Technical debt from flag accumulation: Every active flag doubles the number of code paths to test. 10 flags = up to 1,024 combinations. In practice, not all flags interact, but the complexity is real. Enforce a flag lifecycle policy: every release flag has an expiry date, and clearing old flags is part of sprint planning.
Testing with flags: Your CI should test with flag combinations, not just the default state. At minimum: test the flag-off path (legacy behavior) and the flag-on path (new behavior). For flags that interact, test the critical combinations.
Flag state in tests: Tests that depend on flag state need flag state to be deterministic. Inject a test flag provider that returns predetermined values:
// In tests:
testFlags := flags.NewStatic(map[string]bool{
"new_checkout_flow": true,
"legacy_payment_path": false,
})
handler := NewCheckoutHandler(testFlags, ...)

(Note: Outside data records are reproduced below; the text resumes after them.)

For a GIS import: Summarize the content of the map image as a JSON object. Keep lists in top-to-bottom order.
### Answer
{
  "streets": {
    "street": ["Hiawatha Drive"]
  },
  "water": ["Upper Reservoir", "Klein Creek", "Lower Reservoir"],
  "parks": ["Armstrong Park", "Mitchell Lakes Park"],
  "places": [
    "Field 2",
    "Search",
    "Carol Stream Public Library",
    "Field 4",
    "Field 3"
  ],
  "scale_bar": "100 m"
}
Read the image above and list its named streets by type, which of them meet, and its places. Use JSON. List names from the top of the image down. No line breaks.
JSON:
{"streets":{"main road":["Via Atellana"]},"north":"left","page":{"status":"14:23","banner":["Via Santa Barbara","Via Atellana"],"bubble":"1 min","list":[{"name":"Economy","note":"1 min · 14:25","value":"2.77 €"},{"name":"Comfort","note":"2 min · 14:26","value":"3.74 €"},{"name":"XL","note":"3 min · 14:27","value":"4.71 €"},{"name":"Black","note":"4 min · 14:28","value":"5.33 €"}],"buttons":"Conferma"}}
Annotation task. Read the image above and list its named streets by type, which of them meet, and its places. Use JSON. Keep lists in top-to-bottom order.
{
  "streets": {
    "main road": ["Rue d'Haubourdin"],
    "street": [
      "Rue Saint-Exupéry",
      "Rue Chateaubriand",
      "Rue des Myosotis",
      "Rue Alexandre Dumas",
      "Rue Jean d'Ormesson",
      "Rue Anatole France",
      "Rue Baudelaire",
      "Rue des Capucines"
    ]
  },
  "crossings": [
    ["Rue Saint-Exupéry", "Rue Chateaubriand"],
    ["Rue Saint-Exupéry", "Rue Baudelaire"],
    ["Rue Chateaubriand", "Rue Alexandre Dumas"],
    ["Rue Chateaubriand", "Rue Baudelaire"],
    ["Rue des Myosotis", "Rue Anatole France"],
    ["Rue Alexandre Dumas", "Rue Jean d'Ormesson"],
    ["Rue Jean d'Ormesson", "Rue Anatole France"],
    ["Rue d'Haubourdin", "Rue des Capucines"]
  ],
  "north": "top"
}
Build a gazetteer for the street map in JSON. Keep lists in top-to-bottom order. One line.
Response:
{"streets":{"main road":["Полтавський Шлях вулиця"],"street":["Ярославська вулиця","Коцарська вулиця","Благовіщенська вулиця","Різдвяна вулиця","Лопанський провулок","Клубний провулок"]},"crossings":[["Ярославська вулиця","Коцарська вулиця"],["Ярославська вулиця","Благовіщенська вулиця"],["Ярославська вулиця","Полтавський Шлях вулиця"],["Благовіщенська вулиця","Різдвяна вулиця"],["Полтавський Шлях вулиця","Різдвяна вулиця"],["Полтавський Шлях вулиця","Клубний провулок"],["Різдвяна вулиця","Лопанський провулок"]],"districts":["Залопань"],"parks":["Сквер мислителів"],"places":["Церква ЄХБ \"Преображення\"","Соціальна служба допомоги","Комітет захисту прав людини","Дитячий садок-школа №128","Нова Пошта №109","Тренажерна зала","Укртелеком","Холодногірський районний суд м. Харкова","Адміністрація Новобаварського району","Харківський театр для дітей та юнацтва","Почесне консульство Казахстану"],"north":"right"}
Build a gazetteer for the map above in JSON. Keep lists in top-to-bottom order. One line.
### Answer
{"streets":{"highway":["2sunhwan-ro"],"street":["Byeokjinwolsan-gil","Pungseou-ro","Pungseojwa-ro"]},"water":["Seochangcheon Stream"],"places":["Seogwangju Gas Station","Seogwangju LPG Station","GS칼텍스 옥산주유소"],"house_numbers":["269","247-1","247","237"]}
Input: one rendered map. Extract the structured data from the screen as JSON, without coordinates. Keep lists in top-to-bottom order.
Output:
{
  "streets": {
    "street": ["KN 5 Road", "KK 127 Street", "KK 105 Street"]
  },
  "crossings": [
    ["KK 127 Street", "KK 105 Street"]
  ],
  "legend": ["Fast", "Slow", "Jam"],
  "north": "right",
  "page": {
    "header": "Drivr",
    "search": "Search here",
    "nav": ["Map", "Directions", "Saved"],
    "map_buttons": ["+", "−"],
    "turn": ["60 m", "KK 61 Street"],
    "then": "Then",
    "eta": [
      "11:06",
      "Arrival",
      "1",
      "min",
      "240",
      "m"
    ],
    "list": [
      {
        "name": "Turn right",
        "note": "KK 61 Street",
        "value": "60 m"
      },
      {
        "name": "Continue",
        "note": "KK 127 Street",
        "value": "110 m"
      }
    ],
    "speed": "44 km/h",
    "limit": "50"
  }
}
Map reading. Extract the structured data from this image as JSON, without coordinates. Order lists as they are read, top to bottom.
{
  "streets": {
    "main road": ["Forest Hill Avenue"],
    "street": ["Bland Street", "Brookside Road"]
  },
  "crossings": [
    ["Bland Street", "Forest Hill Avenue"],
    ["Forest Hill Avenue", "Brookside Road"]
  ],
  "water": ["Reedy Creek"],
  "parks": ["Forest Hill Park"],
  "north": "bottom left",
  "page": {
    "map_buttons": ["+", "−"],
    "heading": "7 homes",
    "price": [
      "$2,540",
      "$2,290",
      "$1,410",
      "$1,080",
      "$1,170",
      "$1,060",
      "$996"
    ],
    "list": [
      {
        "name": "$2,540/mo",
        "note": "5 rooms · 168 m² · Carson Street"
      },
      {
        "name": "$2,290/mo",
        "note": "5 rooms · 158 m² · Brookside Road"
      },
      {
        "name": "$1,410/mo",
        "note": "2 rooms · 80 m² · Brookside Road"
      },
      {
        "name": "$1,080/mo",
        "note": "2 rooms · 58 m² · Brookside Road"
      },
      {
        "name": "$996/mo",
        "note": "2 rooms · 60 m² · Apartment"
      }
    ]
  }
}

Multivariate flags: Boolean flags are simple. Multivariate flags (string or numeric values — “which algorithm version?”, “what timeout value?”) are more powerful but harder to reason about. Start with boolean flags. Reach for multivariate only when you have a clear need.
Key Takeaway
Feature flags decouple deployment from release, making continuous deployment safe and rollbacks instant. The core pattern is simple: a runtime boolean per feature, evaluated against user context, with consistent assignment for percentage rollouts. Maintain a flag lifecycle policy — release flags expire and must be removed. Use kill switches for any integration with external services or high-risk code paths. The investment in a flag system pays back on the first Friday deployment you don’t have to roll back with a 25-minute build cycle.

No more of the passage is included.